## Work to be completed
Count the lines below that contain the word "lists" and give only that number.

## Supplied data
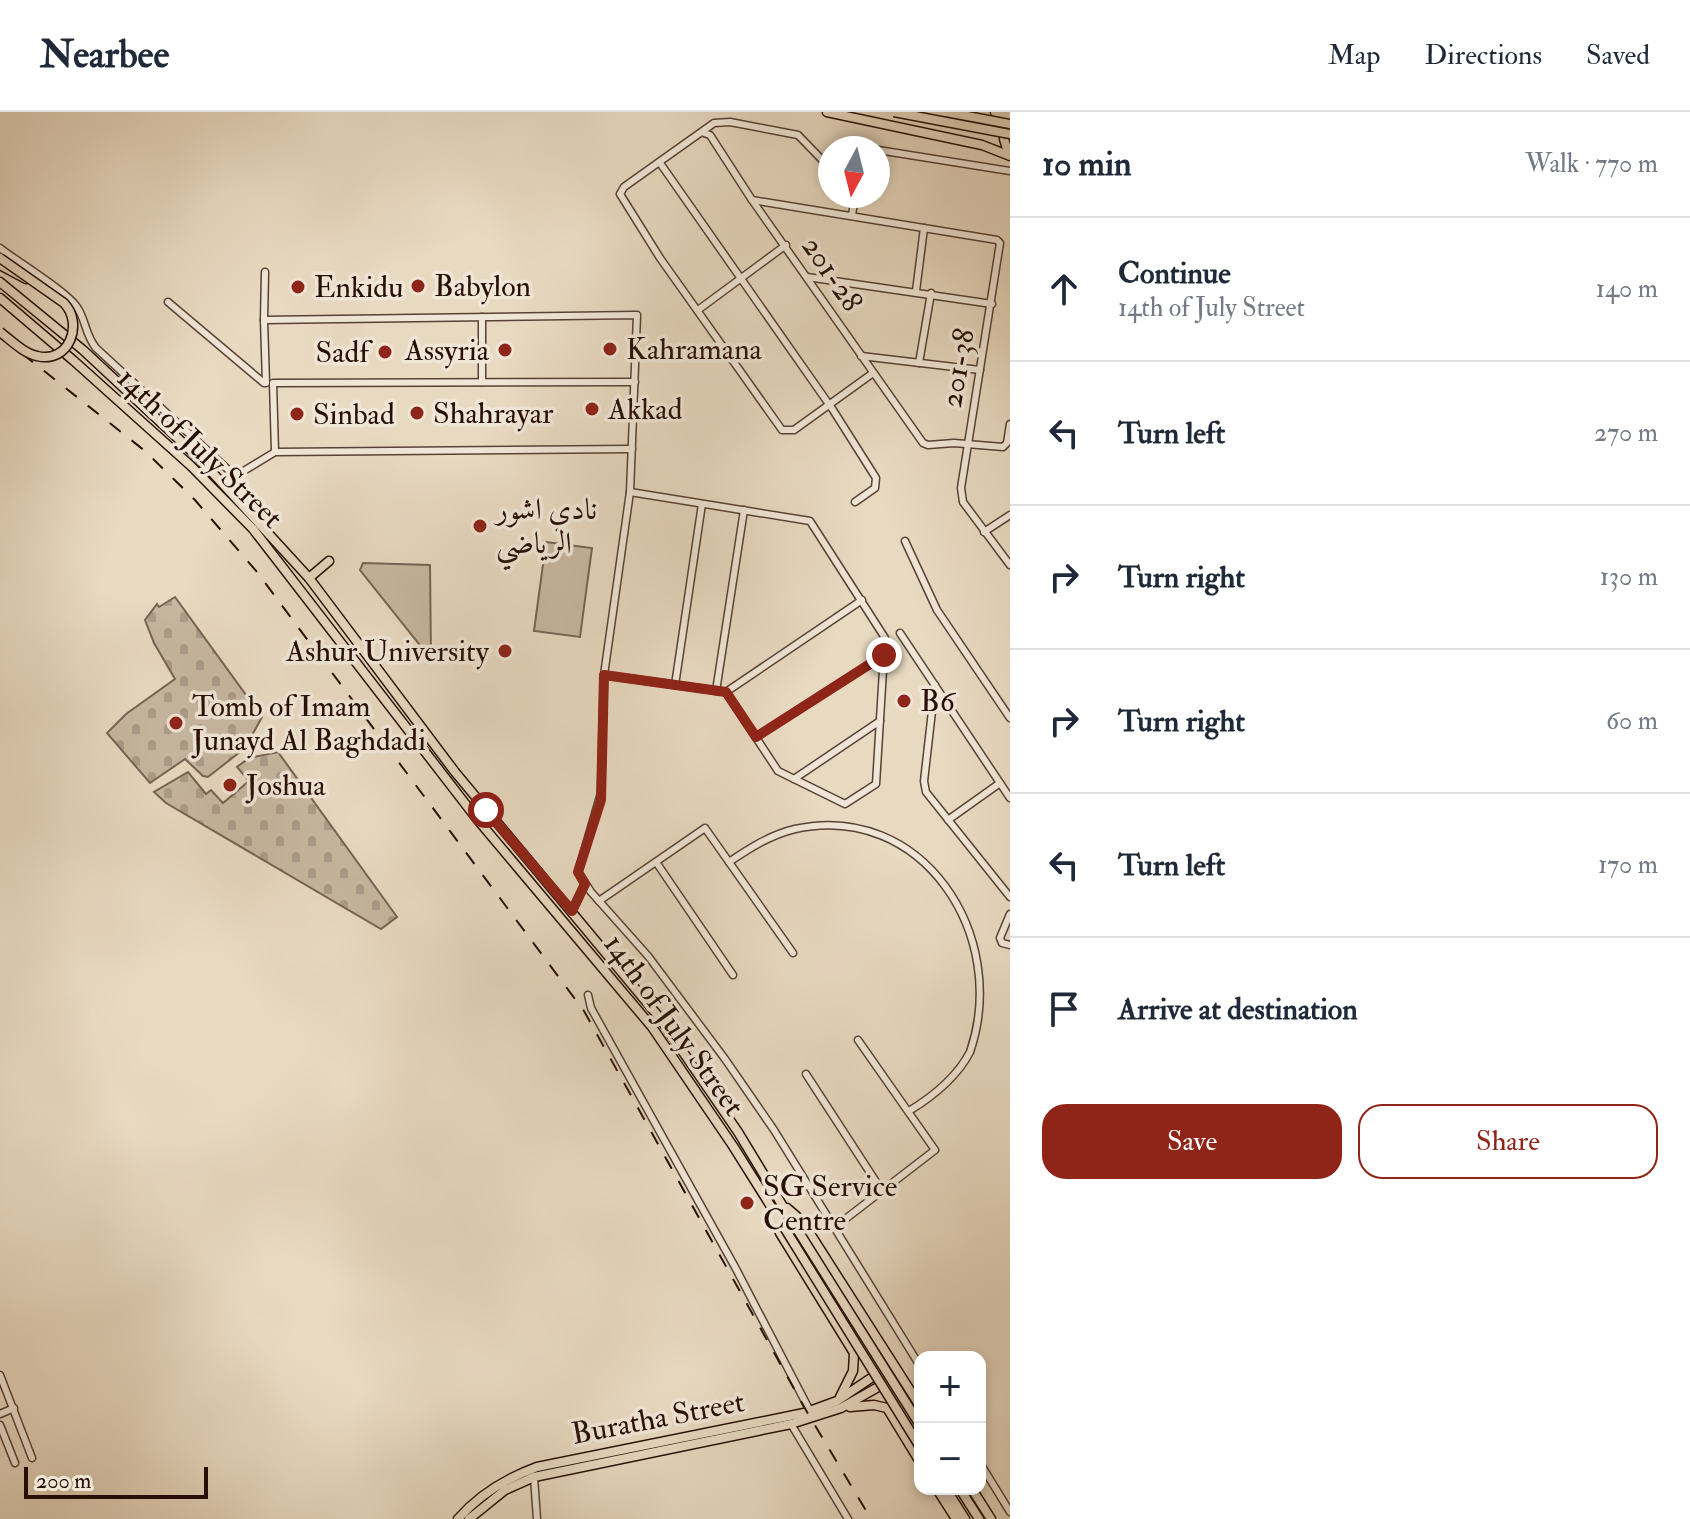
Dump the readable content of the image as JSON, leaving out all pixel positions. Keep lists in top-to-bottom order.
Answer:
{
  "streets": {
    "main road": ["14th of July Street", "Buratha Street"],
    "street": ["201-28", "201-38"]
  },
  "crossings": [
    ["201-28", "201-38"]
  ],
  "places": [
    "Babylon",
    "Enkidu",
    "Kahramana",
    "Assyria",
    "Sadf",
    "Akkad",
    "Shahrayar",
    "Sinbad",
    "نادي اشور الرياضي",
    "Ashur University",
    "B6",
    "Tomb of Imam Junayd Al Baghdadi",
    "Joshua",
    "SG Service Centre"
  ],
  "scale_bar": "200 m",
  "north": "bottom",
  "page": {
    "header": "Nearbee",
    "nav": ["Map", "Directions", "Saved"],
    "heading": ["10 min", "Walk · 770 m"],
    "list": [
      ["Continue", "14th of July Street", "140 m"],
      ["Turn left", "270 m"],
      ["Turn right", "130 m"],
      ["Turn right", "60 m"],
      ["Turn left", "170 m"],
      "Arrive at destination"
    ],
    "buttons": ["Save", "Share"],
    "map_buttons": ["+", "−"],
    "scale": "200 m"
  }
}
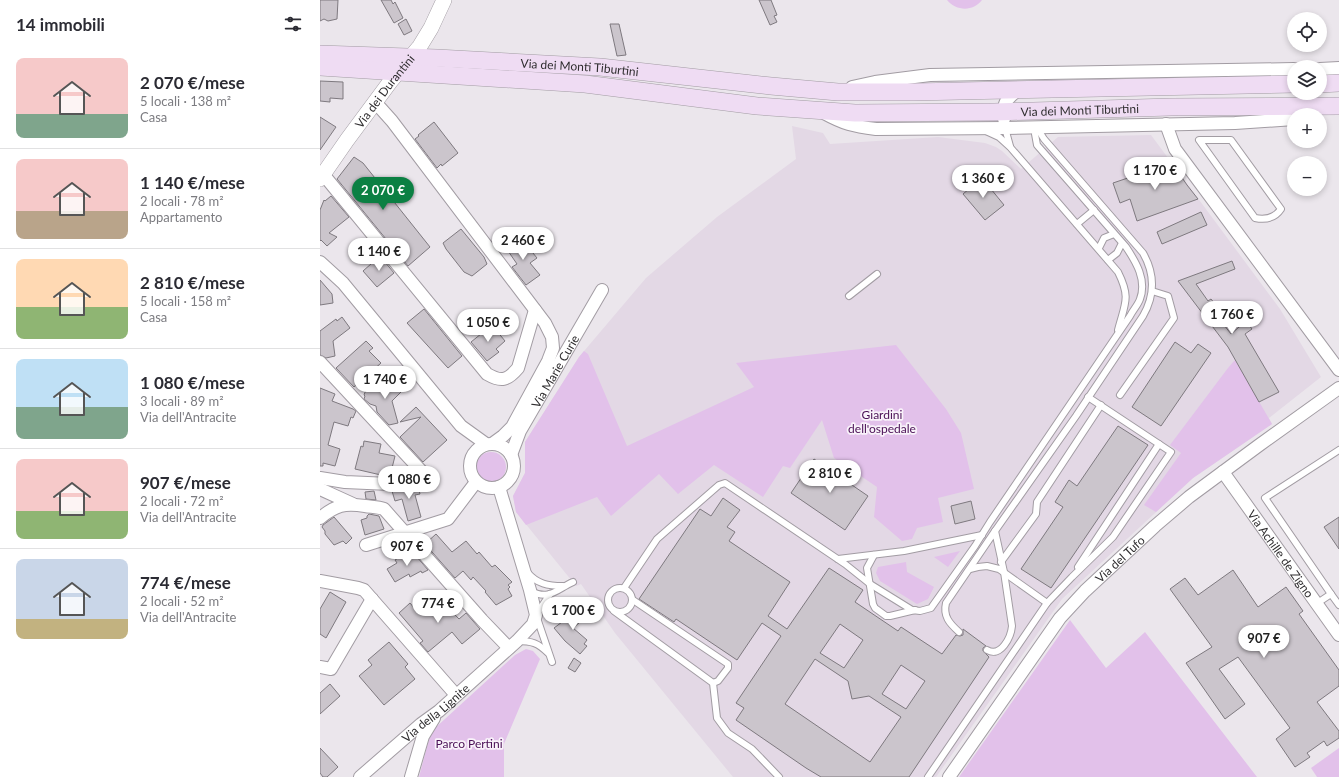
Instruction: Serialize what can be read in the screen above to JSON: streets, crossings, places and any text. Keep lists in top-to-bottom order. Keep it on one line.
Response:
{"streets":{"main road":["Via dei Monti Tiburtini"],"street":["Via dei Durantini","Via Marie Curie","Via Achille de Zigno","Via del Tufo","Via della Lignite"]},"crossings":[["Via dei Monti Tiburtini","Via dei Durantini"],["Via Achille de Zigno","Via del Tufo"]],"parks":["Giardini dell'ospedale","Parco Pertini"],"page":{"heading":"14 immobili","map_buttons":["+","−"],"list":[{"name":"2 070 €/mese","note":"5 locali · 138 m² · Casa"},{"name":"1 140 €/mese","note":"2 locali · 78 m² · Appartamento"},{"name":"2 810 €/mese","note":"5 locali · 158 m² · Casa"},{"name":"1 080 €/mese","note":"3 locali · 89 m² · Via dell'Antracite"},{"name":"907 €/mese","note":"2 locali · 72 m² · Via dell'Antracite"},{"name":"774 €/mese","note":"2 locali · 52 m² · Via dell'Antracite"}],"price":["1 170 €","1 360 €","2 070 €","2 460 €","1 140 €","1 760 €","1 050 €","1 740 €","2 810 €","1 080 €","907 €","774 €","1 700 €","907 €"]}}
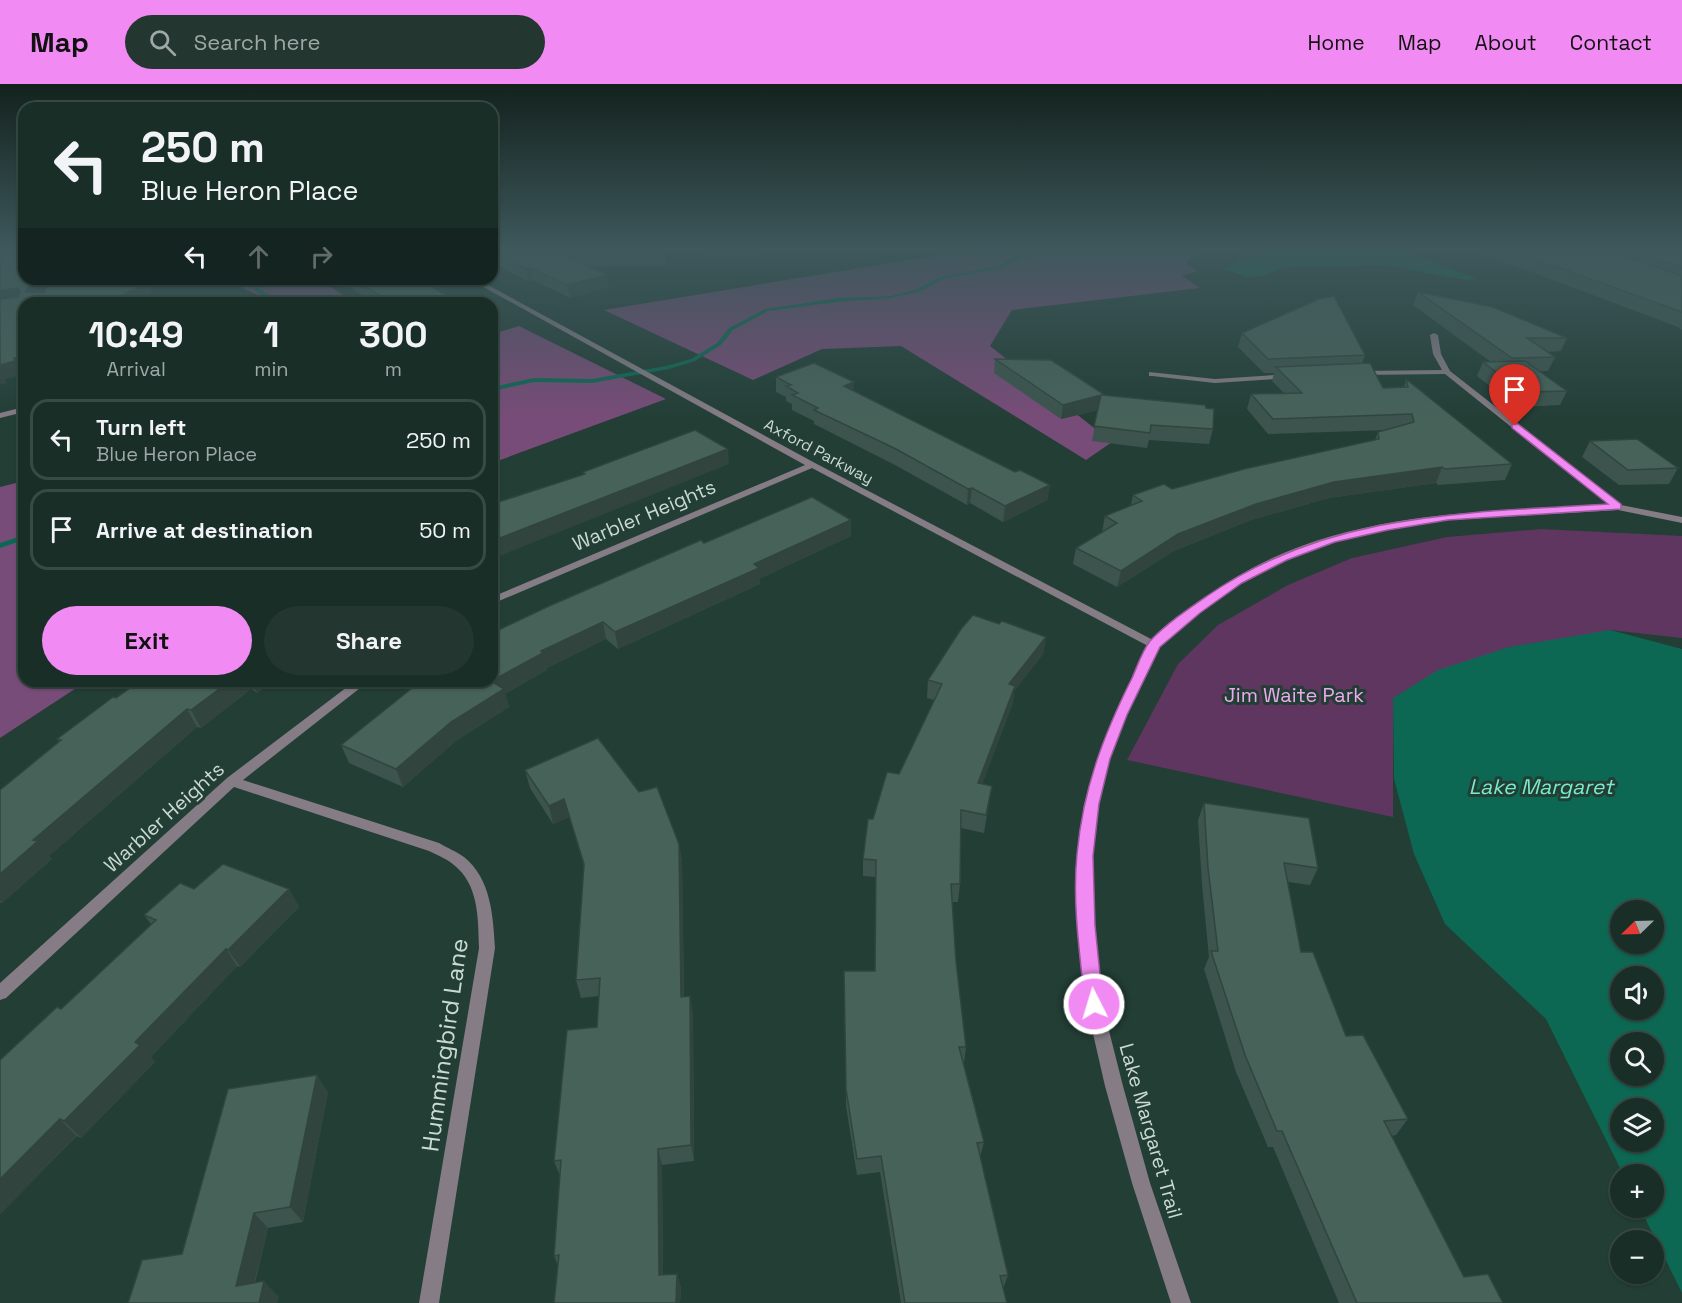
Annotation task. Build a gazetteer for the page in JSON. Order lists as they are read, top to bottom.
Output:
{
  "streets": {
    "street": [
      "Axford Parkway",
      "Warbler Heights",
      "Hummingbird Lane",
      "Lake Margaret Trail"
    ]
  },
  "crossings": [
    ["Axford Parkway", "Warbler Heights"],
    ["Axford Parkway", "Lake Margaret Trail"],
    ["Warbler Heights", "Hummingbird Lane"]
  ],
  "water": ["Lake Margaret"],
  "parks": ["Jim Waite Park"],
  "north": "bottom left",
  "page": {
    "header": "Map",
    "search": "Search here",
    "nav": [
      "Home",
      "Map",
      "About",
      "Contact"
    ],
    "turn": ["250 m", "Blue Heron Place"],
    "eta": [
      "10:49",
      "Arrival",
      "1",
      "min",
      "300",
      "m"
    ],
    "list": [
      {
        "name": "Turn left",
        "note": "Blue Heron Place",
        "value": "250 m"
      },
      {
        "name": "Arrive at destination",
        "value": "50 m"
      }
    ],
    "buttons": ["Exit", "Share"],
    "map_buttons": ["+", "−"]
  }
}
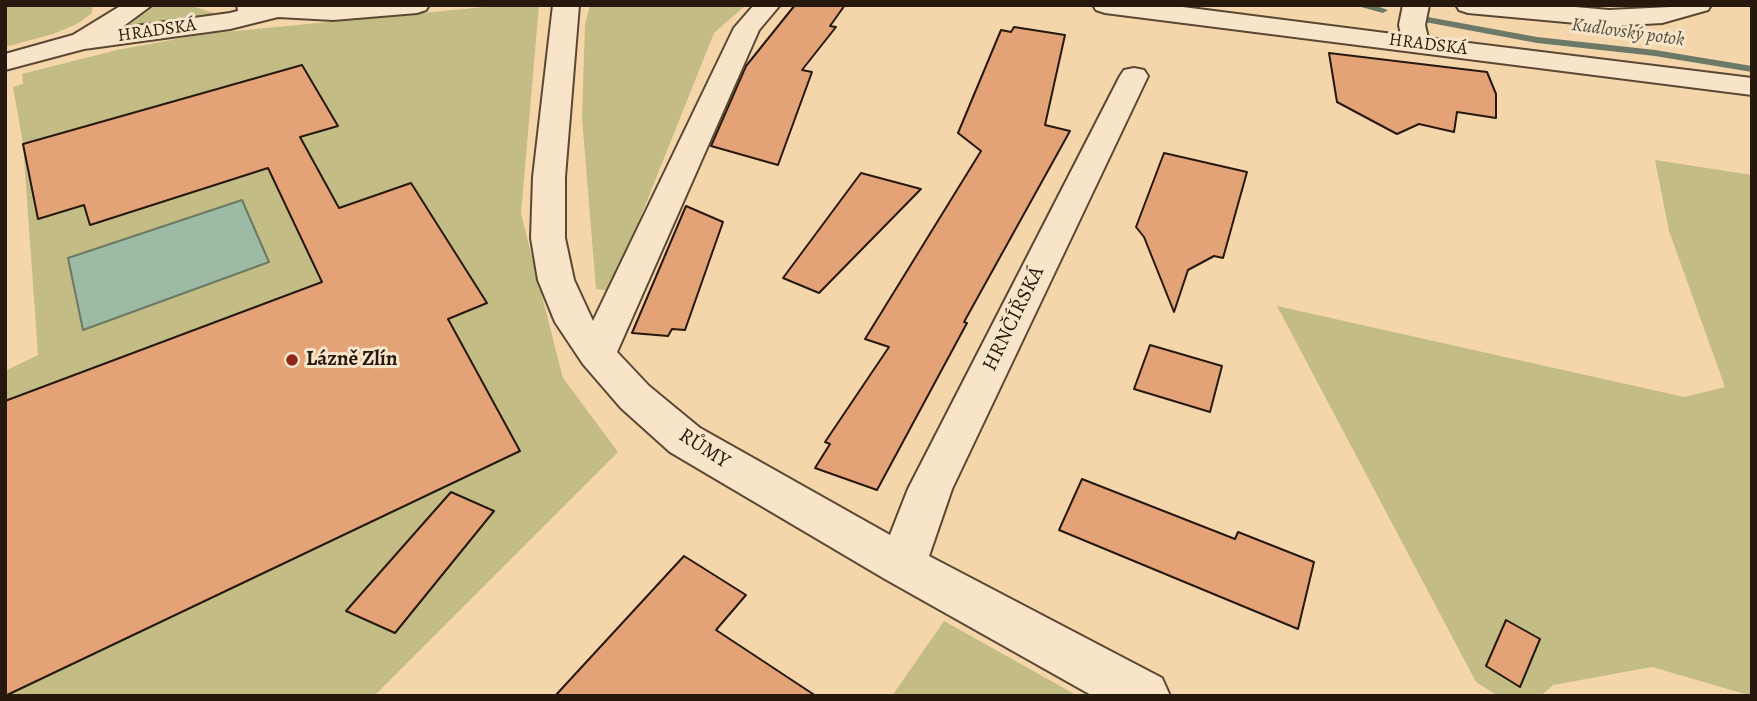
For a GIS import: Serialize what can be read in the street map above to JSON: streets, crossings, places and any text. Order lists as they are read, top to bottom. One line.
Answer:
{"streets":{"street":["HRADSKÁ","HRNČÍŘSKÁ","RŮMY"]},"crossings":[["HRNČÍŘSKÁ","RŮMY"]],"water":["Kudlovský potok"],"places":["Lázně Zlín"]}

## Expected answer
4